Mean-field analysis of a random asset exchange model with probabilistic cheaters
Fei Cao
TL;DR
This work analyzes a two-type variant of the Bennati-Dragulescu-Yakovenko (BDY) money-exchange model with honest players and probabilistic cheaters. In the mean-field limit, the evolution is governed by coupled nonlinear ODEs for ${\bf p}^h(t)$ and ${\bf p}^c(t)$ under a total wealth constraint, yielding a stationary mixture of geometric distributions. The authors prove convergence to the equilibrium pair (a geometric distribution for each subpopulation) by establishing a generalized entropy functional $\mathrm{H}[({\bf p}^c, {\bf p}^h)]$ that increases along trajectories, effectively an H-theorem for this system, and they derive a variational characterization of the equilibrium as a maximum-entropy state subject to the mean wealth constraint. They also perform a linear stability analysis and study how the cheating probability $\gamma$ influences wealth inequality, showing that the Gini index of the equilibrium increases with $\gamma$. The results introduce a novel mean-field framework with a convex mixture of geometric laws and a generalized entropy, with implications for understanding dishonest behavior and wealth disparities in simplified econophysics models.
Abstract
We investigate a variant of the standard Bennati-Dragulescu-Yakovenko (BDY) game \cite{dragulescu_statistical_2000} inspired by the very recent work \cite{blom_hallmarks_2024}, where agents involving in a money exchange dynamics are classified into two distinct types which are termed as probabilistic cheaters and honest players, respectively. A probabilistic cheater has a positive probability of declaring to have no money to give to other agents in the system, resulting in a potential financial benefits from being dishonest about his/her financial status.
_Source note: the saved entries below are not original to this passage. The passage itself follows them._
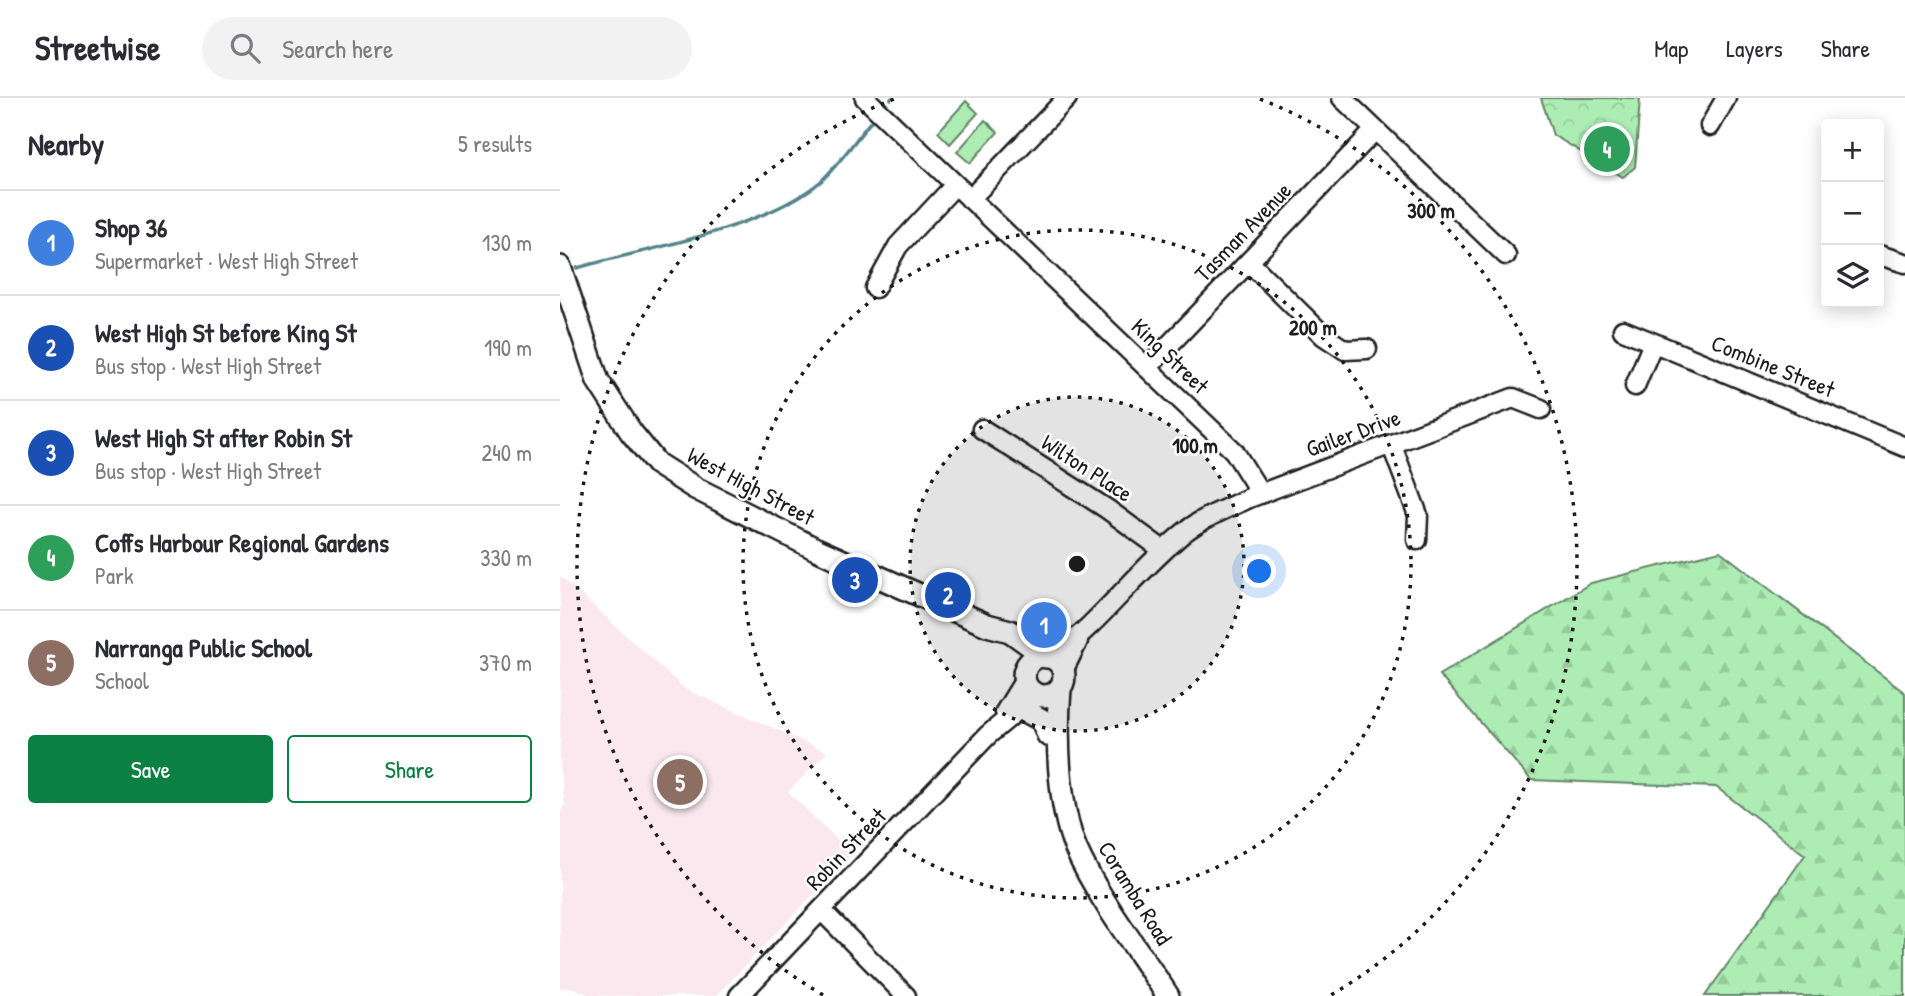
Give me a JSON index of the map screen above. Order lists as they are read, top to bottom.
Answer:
{
  "streets": {
    "main road": ["West High Street", "Coramba Road"],
    "street": [
      "Tasman Avenue",
      "King Street",
      "Combine Street",
      "Gailer Drive",
      "Wilton Place",
      "Robin Street"
    ]
  },
  "crossings": [
    ["Tasman Avenue", "King Street"],
    ["King Street", "Gailer Drive"],
    ["West High Street", "Robin Street"],
    ["West High Street", "Coramba Road"],
    ["Robin Street", "Coramba Road"]
  ],
  "page": {
    "header": "Streetwise",
    "search": "Search here",
    "nav": ["Map", "Layers", "Share"],
    "heading": ["Nearby", "5 results"],
    "map_buttons": ["+", "−"],
    "pins": [
      "4",
      "3",
      "2",
      "1",
      "5"
    ],
    "list": [
      {
        "mark": "1",
        "name": "Shop 36",
        "note": "Supermarket · West High Street",
        "value": "130 m"
      },
      {
        "mark": "2",
        "name": "West High St before King St",
        "note": "Bus stop · West High Street",
        "value": "190 m"
      },
      {
        "mark": "3",
        "name": "West High St after Robin St",
        "note": "Bus stop · West High Street",
        "value": "240 m"
      },
      {
        "mark": "4",
        "name": "Coffs Harbour Regional Gardens",
        "note": "Park",
        "value": "330 m"
      },
      {
        "mark": "5",
        "name": "Narranga Public School",
        "note": "School",
        "value": "370 m"
      }
    ],
    "buttons": ["Save", "Share"]
  },
  "rings": ["300 m", "200 m", "100 m"]
}
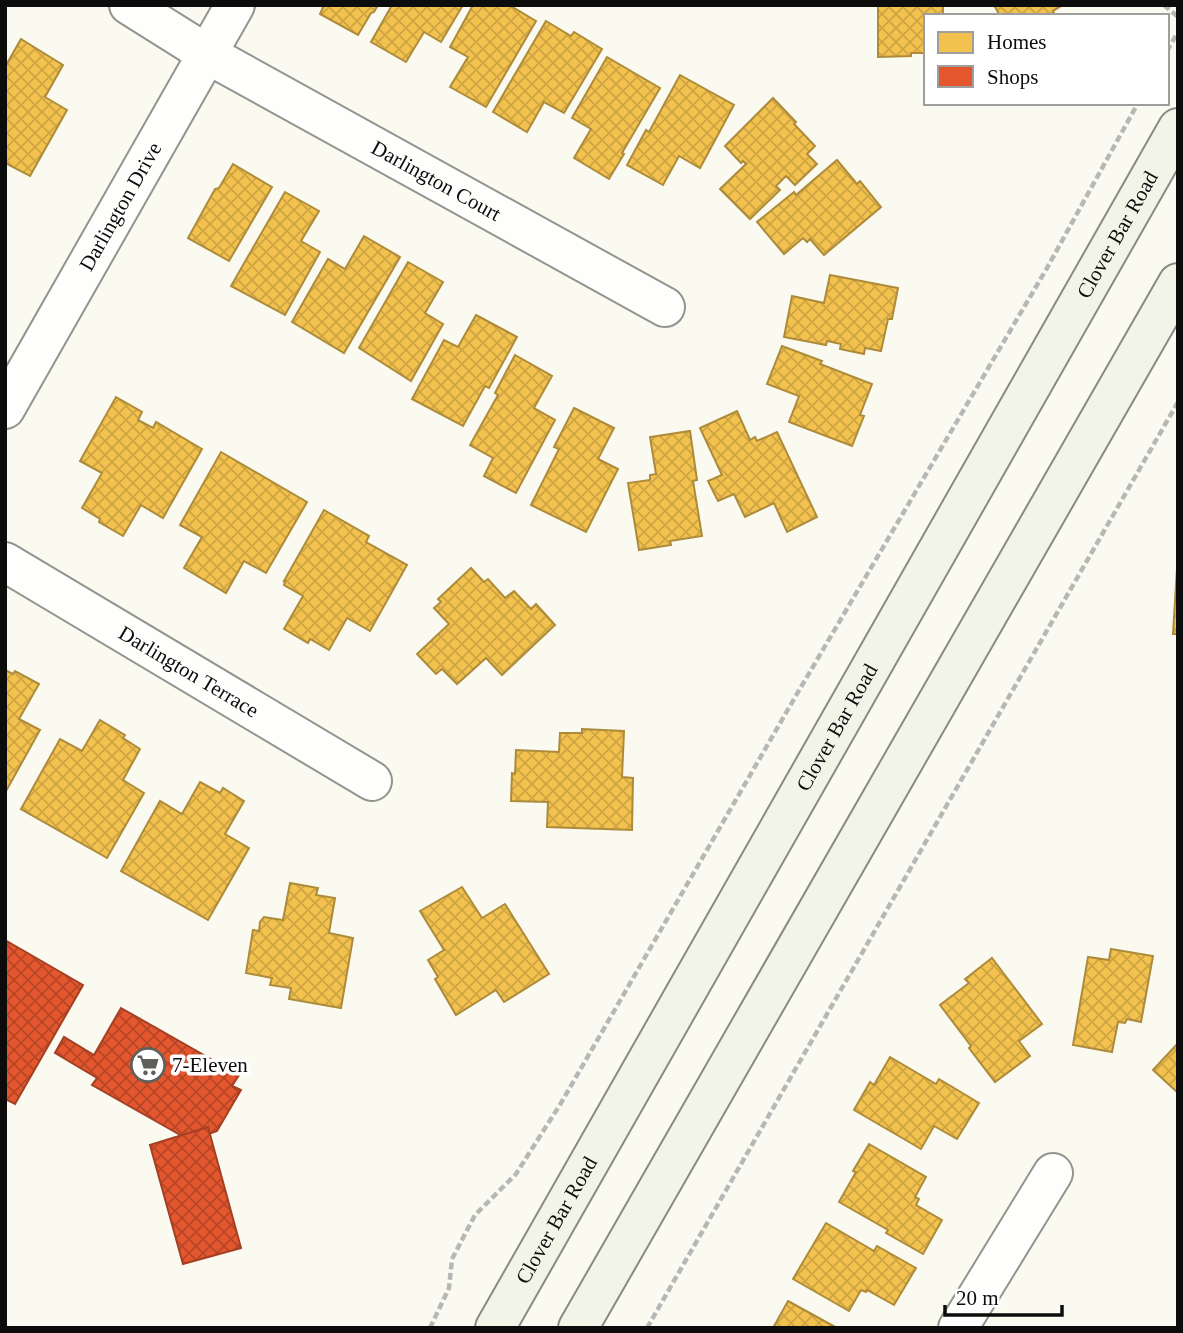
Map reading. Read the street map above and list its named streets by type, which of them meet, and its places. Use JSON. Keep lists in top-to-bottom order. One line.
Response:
{"streets":{"main road":["Clover Bar Road"],"street":["Darlington Court","Darlington Drive","Darlington Terrace"]},"crossings":[["Darlington Court","Darlington Drive"]],"places":{"supermarket":["7-Eleven"]},"legend":["Homes","Shops"],"scale_bar":"20 m"}
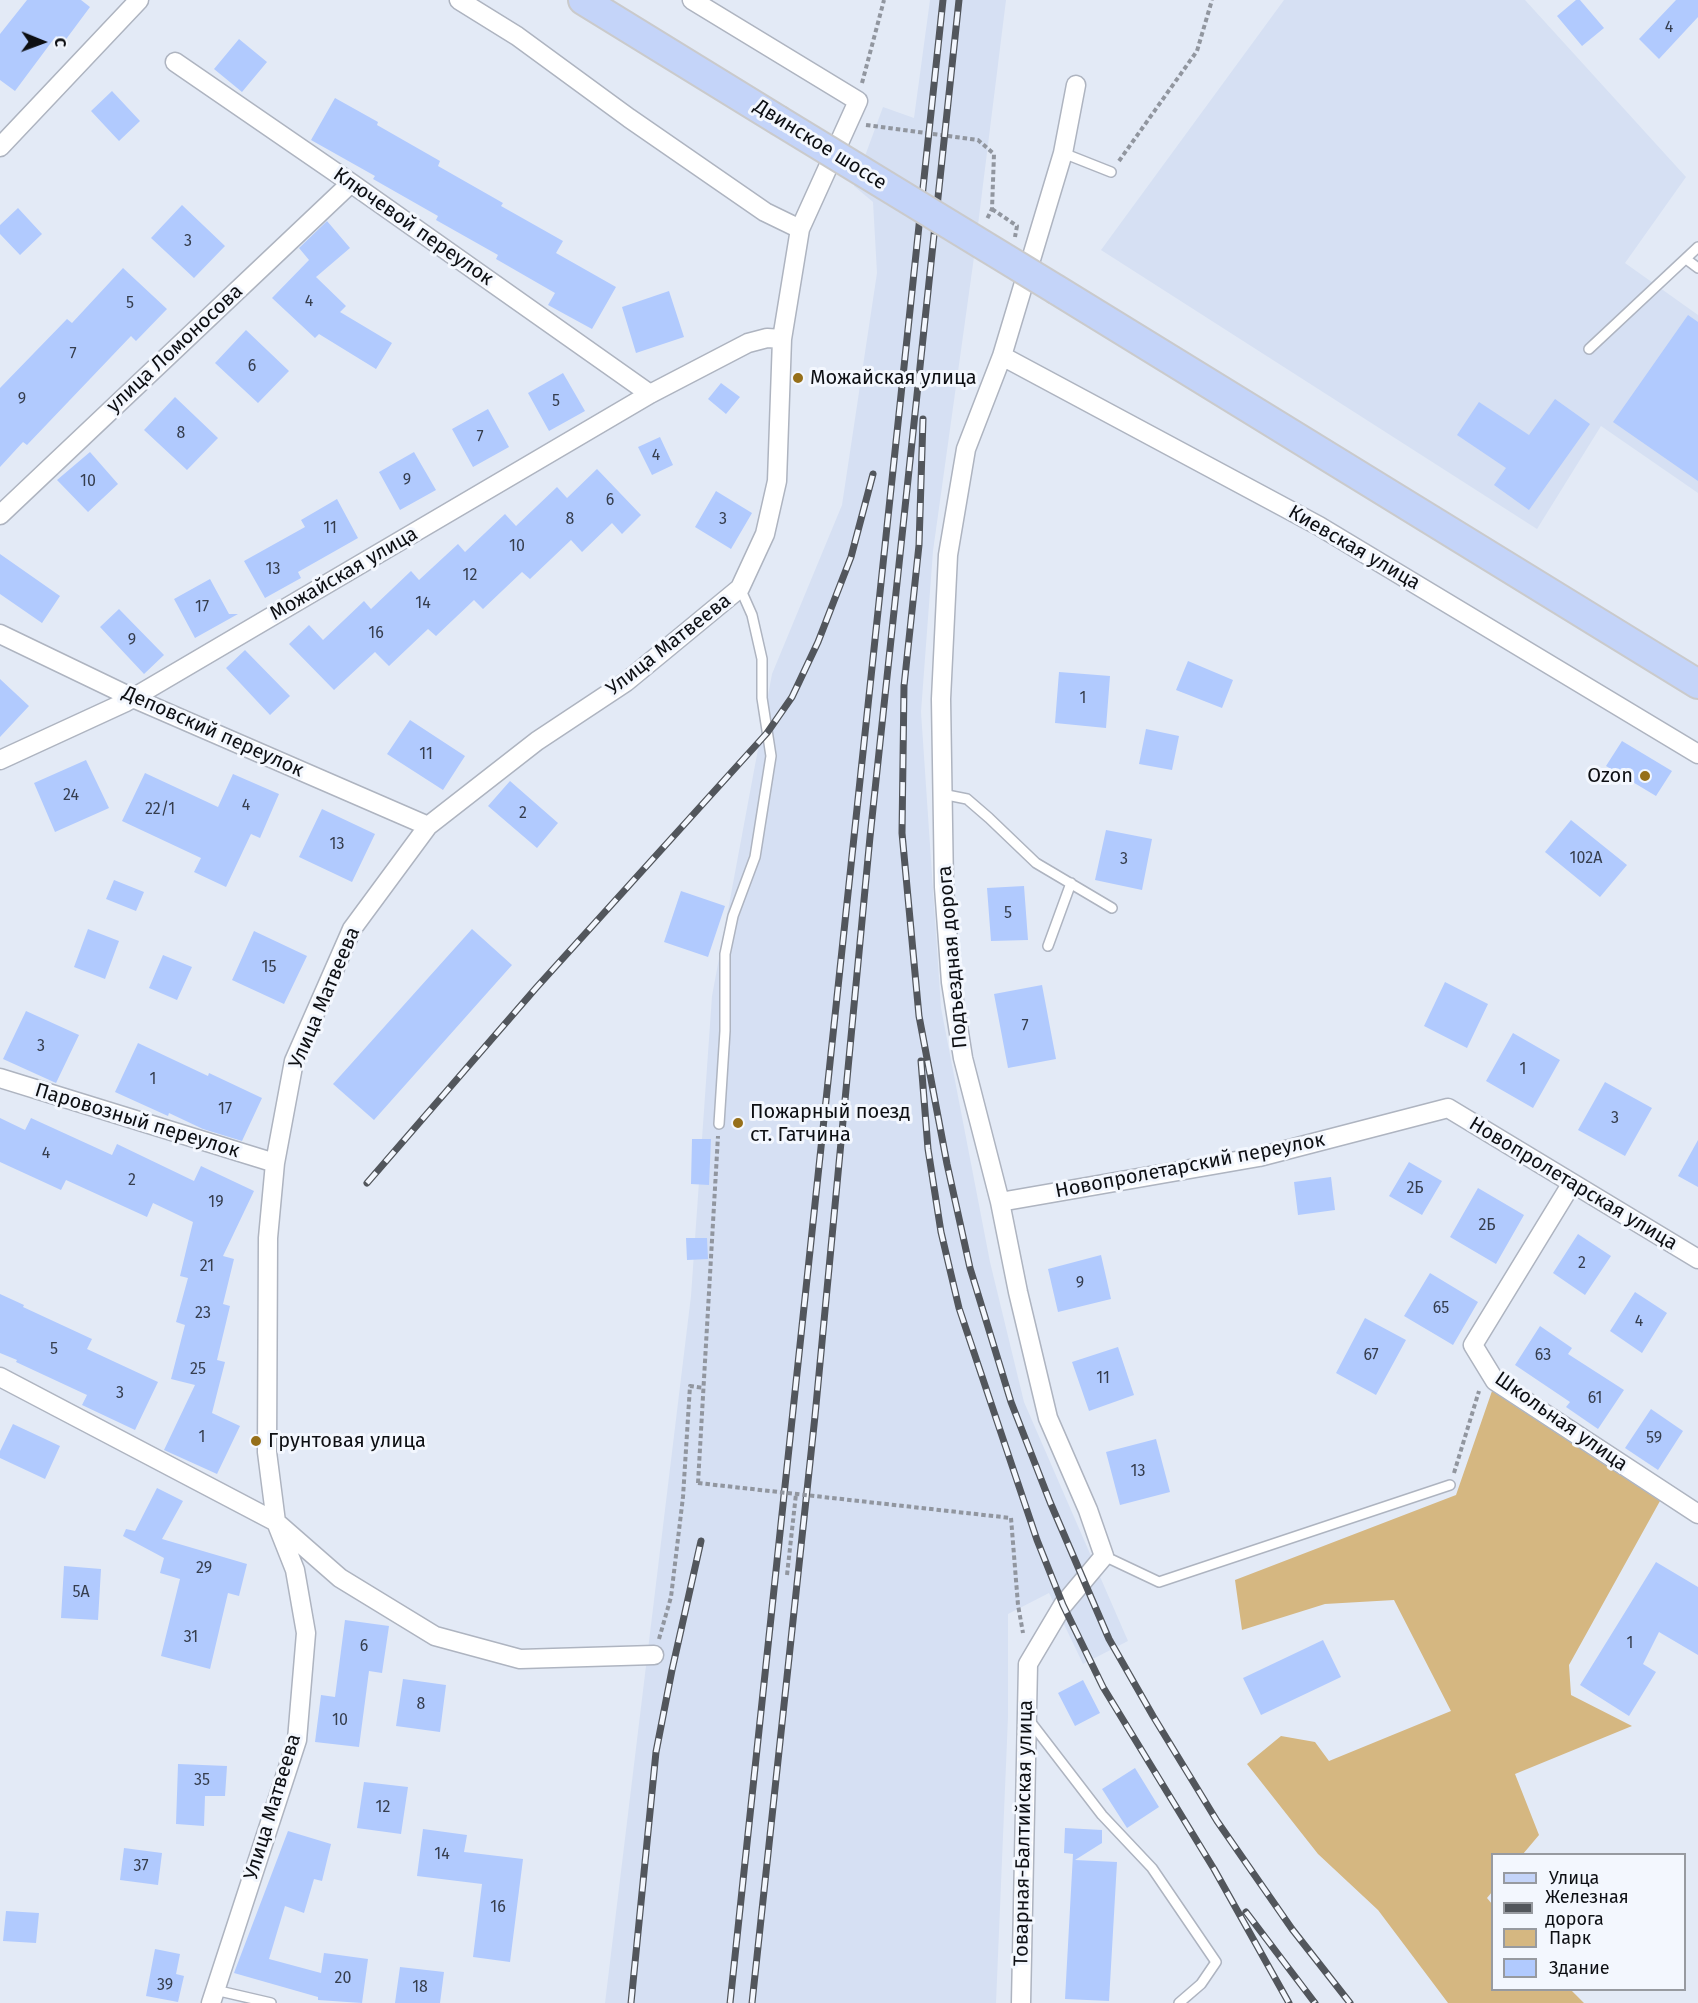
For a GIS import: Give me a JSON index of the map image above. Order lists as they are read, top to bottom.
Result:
{
  "streets": {
    "main road": ["Двинское шоссе"],
    "street": [
      "Ключевой переулок",
      "улица Ломоносова",
      "Киевская улица",
      "Можайская улица",
      "Улица Матвеева",
      "Деповский переулок",
      "Подъездная дорога",
      "Паровозный переулок",
      "Новопролетарский переулок",
      "Новопролетарская улица",
      "Школьная улица",
      "Товарная-Балтийская улица"
    ]
  },
  "crossings": [
    ["Ключевой переулок", "улица Ломоносова"],
    ["Ключевой переулок", "Можайская улица"],
    ["Киевская улица", "Подъездная дорога"],
    ["Можайская улица", "Улица Матвеева"],
    ["Можайская улица", "Деповский переулок"],
    ["Улица Матвеева", "Деповский переулок"],
    ["Улица Матвеева", "Паровозный переулок"],
    ["Подъездная дорога", "Новопролетарский переулок"],
    ["Подъездная дорога", "Товарная-Балтийская улица"],
    ["Новопролетарский переулок", "Новопролетарская улица"],
    ["Новопролетарская улица", "Школьная улица"]
  ],
  "places": [
    "Можайская улица",
    "Ozon",
    "Пожарный поезд ст. Гатчина",
    "Грунтовая улица"
  ],
  "house_numbers": [
    "4",
    "3",
    "4",
    "5",
    "7",
    "6",
    "9",
    "5",
    "8",
    "7",
    "4",
    "9",
    "10",
    "6",
    "8",
    "3",
    "11",
    "10",
    "13",
    "12",
    "14",
    "17",
    "16",
    "9",
    "1",
    "11",
    "24",
    "4",
    "22/1",
    "2",
    "13",
    "102А",
    "3",
    "5",
    "15",
    "7",
    "3",
    "1",
    "1",
    "17",
    "3",
    "4",
    "2",
    "2Б",
    "19",
    "2Б",
    "2",
    "21",
    "9",
    "65",
    "23",
    "4",
    "5",
    "67",
    "63",
    "25",
    "11",
    "3",
    "61",
    "1",
    "59",
    "13",
    "29",
    "5А",
    "31",
    "1",
    "6",
    "8",
    "10",
    "35",
    "12",
    "14",
    "37",
    "16",
    "20",
    "39",
    "18"
  ],
  "legend": [
    "Улица",
    "Железная дорога",
    "Парк",
    "Здание"
  ],
  "north": "right"
}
We provide a mean-field description of the agent-based model (in terms of a coupled infinite dimensional system of nonlinear ODEs), in the large population limit where the number of players is sent to infinity, and proves convergence of the coupled mean-field system to its stationary distribution (provided by a mixture of geometric distributions). In particular, the model gives rise to a novel formulation involving a mixture of probability distributions, thereby motivating the introduction of a unusual (generalized) entropy functional tailored to the associated mean-field system.